[Opening Excerpted records section]

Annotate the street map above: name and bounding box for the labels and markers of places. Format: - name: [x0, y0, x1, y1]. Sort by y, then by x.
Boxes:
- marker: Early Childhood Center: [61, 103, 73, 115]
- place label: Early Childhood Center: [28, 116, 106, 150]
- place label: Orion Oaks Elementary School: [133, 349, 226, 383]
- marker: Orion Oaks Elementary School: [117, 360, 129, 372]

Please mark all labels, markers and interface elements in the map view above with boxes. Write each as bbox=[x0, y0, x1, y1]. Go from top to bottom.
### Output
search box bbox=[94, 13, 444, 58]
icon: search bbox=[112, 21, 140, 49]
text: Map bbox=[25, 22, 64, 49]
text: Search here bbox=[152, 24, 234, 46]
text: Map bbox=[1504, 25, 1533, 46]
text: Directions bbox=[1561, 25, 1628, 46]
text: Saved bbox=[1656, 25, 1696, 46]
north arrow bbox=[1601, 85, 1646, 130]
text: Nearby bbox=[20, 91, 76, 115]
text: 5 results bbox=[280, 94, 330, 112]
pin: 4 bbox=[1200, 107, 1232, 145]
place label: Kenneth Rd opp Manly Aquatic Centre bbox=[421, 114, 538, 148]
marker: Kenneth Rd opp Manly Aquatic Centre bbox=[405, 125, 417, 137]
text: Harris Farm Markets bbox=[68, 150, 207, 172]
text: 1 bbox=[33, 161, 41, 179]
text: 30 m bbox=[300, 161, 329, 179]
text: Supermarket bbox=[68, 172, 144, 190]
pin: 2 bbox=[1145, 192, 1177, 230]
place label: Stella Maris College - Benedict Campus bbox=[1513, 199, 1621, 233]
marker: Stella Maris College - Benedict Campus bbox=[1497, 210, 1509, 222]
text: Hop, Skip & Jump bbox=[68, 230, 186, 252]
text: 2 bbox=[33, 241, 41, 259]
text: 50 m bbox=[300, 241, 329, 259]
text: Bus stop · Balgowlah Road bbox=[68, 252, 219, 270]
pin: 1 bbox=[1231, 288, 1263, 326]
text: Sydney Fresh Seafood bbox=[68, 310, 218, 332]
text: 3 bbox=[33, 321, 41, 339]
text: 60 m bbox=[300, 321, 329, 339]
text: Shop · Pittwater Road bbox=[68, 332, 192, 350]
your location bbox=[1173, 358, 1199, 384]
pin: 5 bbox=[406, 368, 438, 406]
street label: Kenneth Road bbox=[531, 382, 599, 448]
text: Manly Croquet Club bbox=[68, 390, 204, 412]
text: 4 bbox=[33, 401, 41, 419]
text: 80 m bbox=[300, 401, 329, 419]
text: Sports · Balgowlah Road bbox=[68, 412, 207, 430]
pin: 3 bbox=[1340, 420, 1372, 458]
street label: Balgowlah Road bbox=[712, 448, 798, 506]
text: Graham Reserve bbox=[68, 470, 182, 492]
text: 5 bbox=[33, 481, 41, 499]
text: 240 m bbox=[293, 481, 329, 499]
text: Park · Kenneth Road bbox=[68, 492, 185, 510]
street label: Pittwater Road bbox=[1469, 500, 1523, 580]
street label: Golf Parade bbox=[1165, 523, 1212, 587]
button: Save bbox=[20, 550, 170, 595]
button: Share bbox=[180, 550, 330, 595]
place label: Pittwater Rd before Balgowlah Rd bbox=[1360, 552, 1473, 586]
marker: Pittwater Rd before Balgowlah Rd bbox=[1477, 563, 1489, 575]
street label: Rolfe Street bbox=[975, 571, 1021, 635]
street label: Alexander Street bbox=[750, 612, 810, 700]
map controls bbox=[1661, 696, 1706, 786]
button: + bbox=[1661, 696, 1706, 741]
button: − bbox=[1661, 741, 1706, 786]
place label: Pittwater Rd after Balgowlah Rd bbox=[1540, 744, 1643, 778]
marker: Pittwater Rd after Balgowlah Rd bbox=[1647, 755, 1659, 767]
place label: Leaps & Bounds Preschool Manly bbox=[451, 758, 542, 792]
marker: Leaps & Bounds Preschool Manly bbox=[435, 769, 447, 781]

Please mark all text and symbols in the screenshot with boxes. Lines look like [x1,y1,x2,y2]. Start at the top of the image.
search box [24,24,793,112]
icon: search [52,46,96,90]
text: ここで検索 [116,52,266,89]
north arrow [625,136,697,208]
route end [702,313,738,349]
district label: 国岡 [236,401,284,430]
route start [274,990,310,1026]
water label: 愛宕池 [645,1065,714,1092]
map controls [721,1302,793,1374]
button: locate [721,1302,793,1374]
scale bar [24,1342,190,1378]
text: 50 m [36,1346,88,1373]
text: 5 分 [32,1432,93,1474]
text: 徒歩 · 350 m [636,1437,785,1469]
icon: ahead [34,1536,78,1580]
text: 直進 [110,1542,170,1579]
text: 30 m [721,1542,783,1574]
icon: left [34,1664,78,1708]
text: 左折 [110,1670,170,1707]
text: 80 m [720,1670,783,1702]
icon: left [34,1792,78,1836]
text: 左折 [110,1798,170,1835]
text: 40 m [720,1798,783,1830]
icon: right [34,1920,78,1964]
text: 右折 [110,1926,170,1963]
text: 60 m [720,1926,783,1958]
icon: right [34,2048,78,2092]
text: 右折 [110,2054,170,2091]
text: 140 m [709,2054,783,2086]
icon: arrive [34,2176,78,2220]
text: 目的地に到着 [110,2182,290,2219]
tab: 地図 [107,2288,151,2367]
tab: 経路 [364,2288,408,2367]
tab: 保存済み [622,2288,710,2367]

[Closing Excerpted records section]

** About this exercise **
Using the records above, determine how many lines hold the word "button", and answer with that figure only.

** Reply to the task **
5